Explanation of Orthonormal Transformations and Gaussian Vectors

Orthonormal Transform

An orthonormal transform \(\vec{O}\) is a square matrix whose columns (and rows) are orthonormal vectors. This means:

\[ \vec{O}^{\mathsf{T}} \vec{O} = \vec{I} \]

where \(\vec{O}^{\mathsf{T}}\) is the transpose of \(\vec{O}\) and \(\vec{I}\) is the identity matrix.

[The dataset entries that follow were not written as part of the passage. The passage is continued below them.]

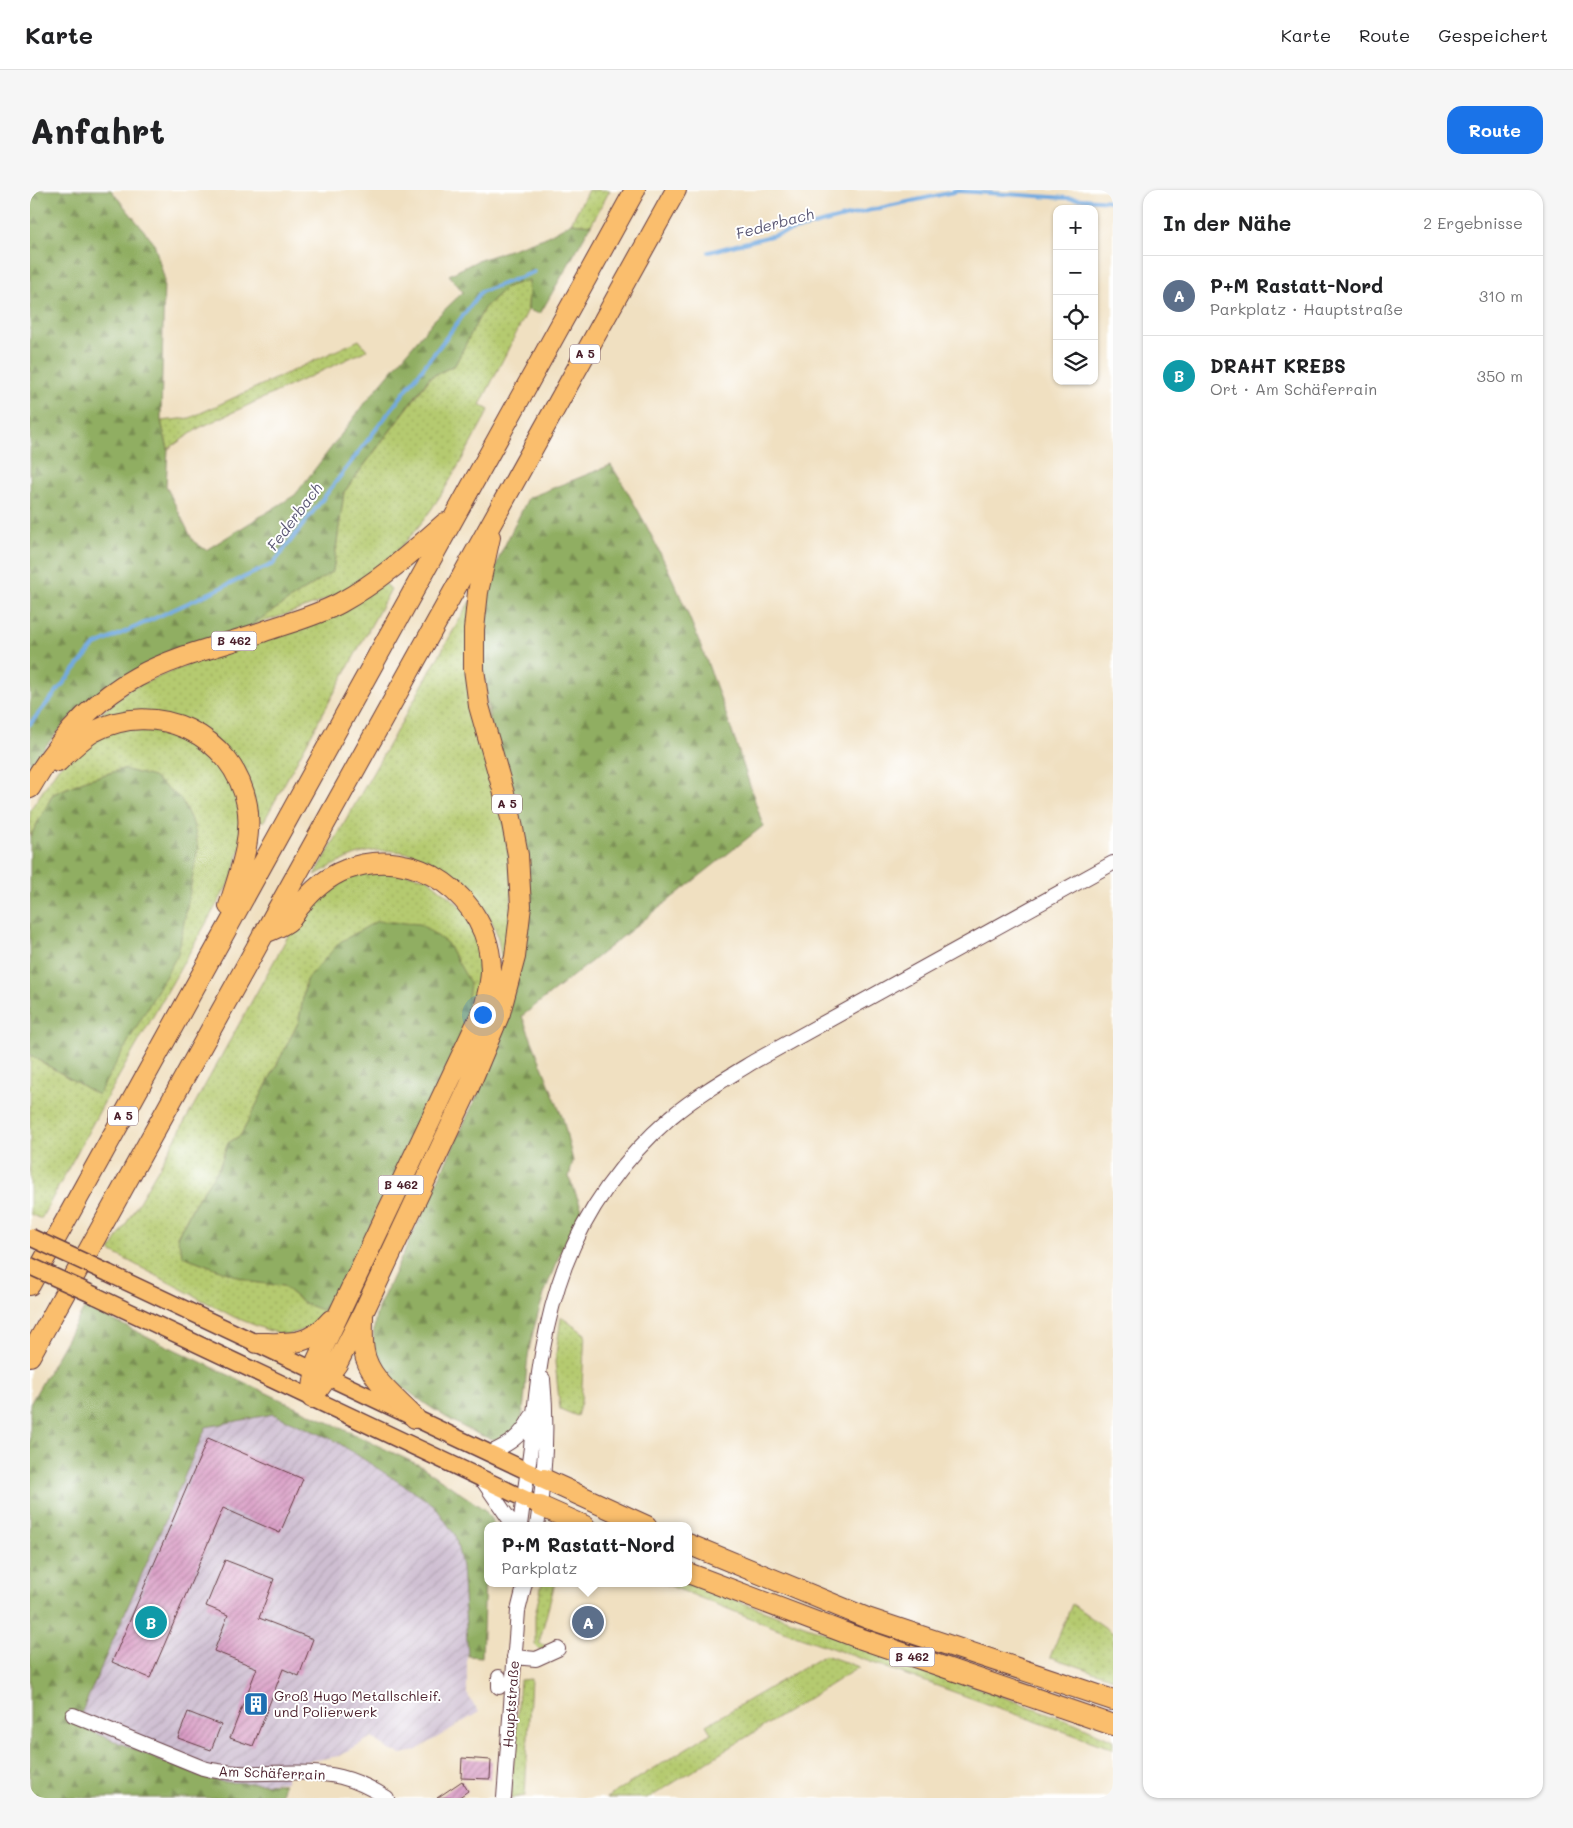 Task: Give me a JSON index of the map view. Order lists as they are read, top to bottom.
{
  "streets": {
    "highway": ["A 5", "B 462"],
    "street": ["Hauptstraße", "Am Schäferrain"]
  },
  "crossings": [
    ["A 5", "B 462"]
  ],
  "water": ["Federbach"],
  "places": {
    "building": ["Groß Hugo Metallschleif. und Polierwerk"]
  },
  "page": {
    "header": "Karte",
    "nav": ["Karte", "Route", "Gespeichert"],
    "buttons": "Route",
    "title": "Anfahrt",
    "heading": ["In der Nähe", "2 Ergebnisse"],
    "map_buttons": ["+", "−"],
    "list": [
      {
        "mark": "A",
        "name": "P+M Rastatt-Nord",
        "note": "Parkplatz · Hauptstraße",
        "value": "310 m"
      },
      {
        "mark": "B",
        "name": "DRAHT KREBS",
        "note": "Ort · Am Schäferrain",
        "value": "350 m"
      }
    ],
    "popup": ["P+M Rastatt-Nord", "Parkplatz"],
    "pins": ["A", "B"]
  }
}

Invariance Under Orthonormal Transformations

For a standard Gaussian vector \(\vec{\mathbf{w}} \sim \mathcal{N}(0, \vec{I})\), applying an orthonormal transform \(\vec{O}\) to \(\vec{\mathbf{w}}\) yields:

\[ \vec{O} \vec{\mathbf{w}} \]

Since \(\vec{O}\) is orthonormal, the transformed vector \(\vec{O} \vec{\mathbf{w}}\) remains a standard Gaussian vector. This is because the covariance matrix of \(\vec{O} \vec{\mathbf{w}}\) is still the identity matrix \(\vec{I}\). Let’s see why this is true.

Proof of Invariance

• Mean of \(\vec{O} \vec{\mathbf{w}}\):

  \[ E[\vec{O} \vec{\mathbf{w}}] = \vec{O} E[\vec{\mathbf{w}}] = \vec{O} \vec{0} = \vec{0} \]

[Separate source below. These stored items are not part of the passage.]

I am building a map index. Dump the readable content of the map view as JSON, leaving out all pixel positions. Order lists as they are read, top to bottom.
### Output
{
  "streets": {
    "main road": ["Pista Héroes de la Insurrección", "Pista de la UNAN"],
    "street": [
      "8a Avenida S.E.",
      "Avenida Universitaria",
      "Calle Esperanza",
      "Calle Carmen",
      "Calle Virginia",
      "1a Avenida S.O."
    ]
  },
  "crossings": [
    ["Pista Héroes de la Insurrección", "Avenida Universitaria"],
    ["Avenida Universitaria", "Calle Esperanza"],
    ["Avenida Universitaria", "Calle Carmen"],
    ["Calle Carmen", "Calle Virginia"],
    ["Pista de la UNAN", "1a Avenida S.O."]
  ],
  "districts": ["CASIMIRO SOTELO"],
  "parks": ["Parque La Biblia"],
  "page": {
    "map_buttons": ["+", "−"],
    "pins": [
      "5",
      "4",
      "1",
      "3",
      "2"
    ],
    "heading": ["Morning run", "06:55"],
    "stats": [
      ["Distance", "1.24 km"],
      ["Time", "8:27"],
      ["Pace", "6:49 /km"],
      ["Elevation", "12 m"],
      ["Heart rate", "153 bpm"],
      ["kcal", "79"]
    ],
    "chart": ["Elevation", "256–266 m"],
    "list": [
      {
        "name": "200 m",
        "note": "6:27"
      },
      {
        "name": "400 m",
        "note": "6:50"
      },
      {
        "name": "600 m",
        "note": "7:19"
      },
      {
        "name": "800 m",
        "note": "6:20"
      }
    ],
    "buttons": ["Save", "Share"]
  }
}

• Covariance of \(\vec{O} \vec{\mathbf{w}}\):

  \[ \text{Cov}(\vec{O} \vec{\mathbf{w}}) = E[(\vec{O} \vec{\mathbf{w}})(\vec{O} \vec{\mathbf{w}})^{\mathsf{T}}] - E[\vec{O} \vec{\mathbf{w}}] E[\vec{O} \vec{\mathbf{w}}]^{\mathsf{T}} \]

  Since \( E[\vec{O} \vec{\mathbf{w}}] = \vec{0} \),

  \[ \text{Cov}(\vec{O} \vec{\mathbf{w}}) = E[(\vec{O} \vec{\mathbf{w}})(\vec{O} \vec{\mathbf{w}})^{\mathsf{T}}] = \vec{O} E[\vec{\mathbf{w}} \vec{\mathbf{w}}^{\mathsf{T}}] \vec{O}^{\mathsf{T}} \]

  Because \(\vec{\mathbf{w}}\) is standard normal, \(E[\vec{\mathbf{w}} \vec{\mathbf{w}}^{\mathsf{T}}] = \vec{I}\),

  \[ \text{Cov}(\vec{O} \vec{\mathbf{w}}) = \vec{O} \vec{I} \vec{O}^{\mathsf{T}} = \vec{O} \vec{O}^{\mathsf{T}} = \vec{I} \]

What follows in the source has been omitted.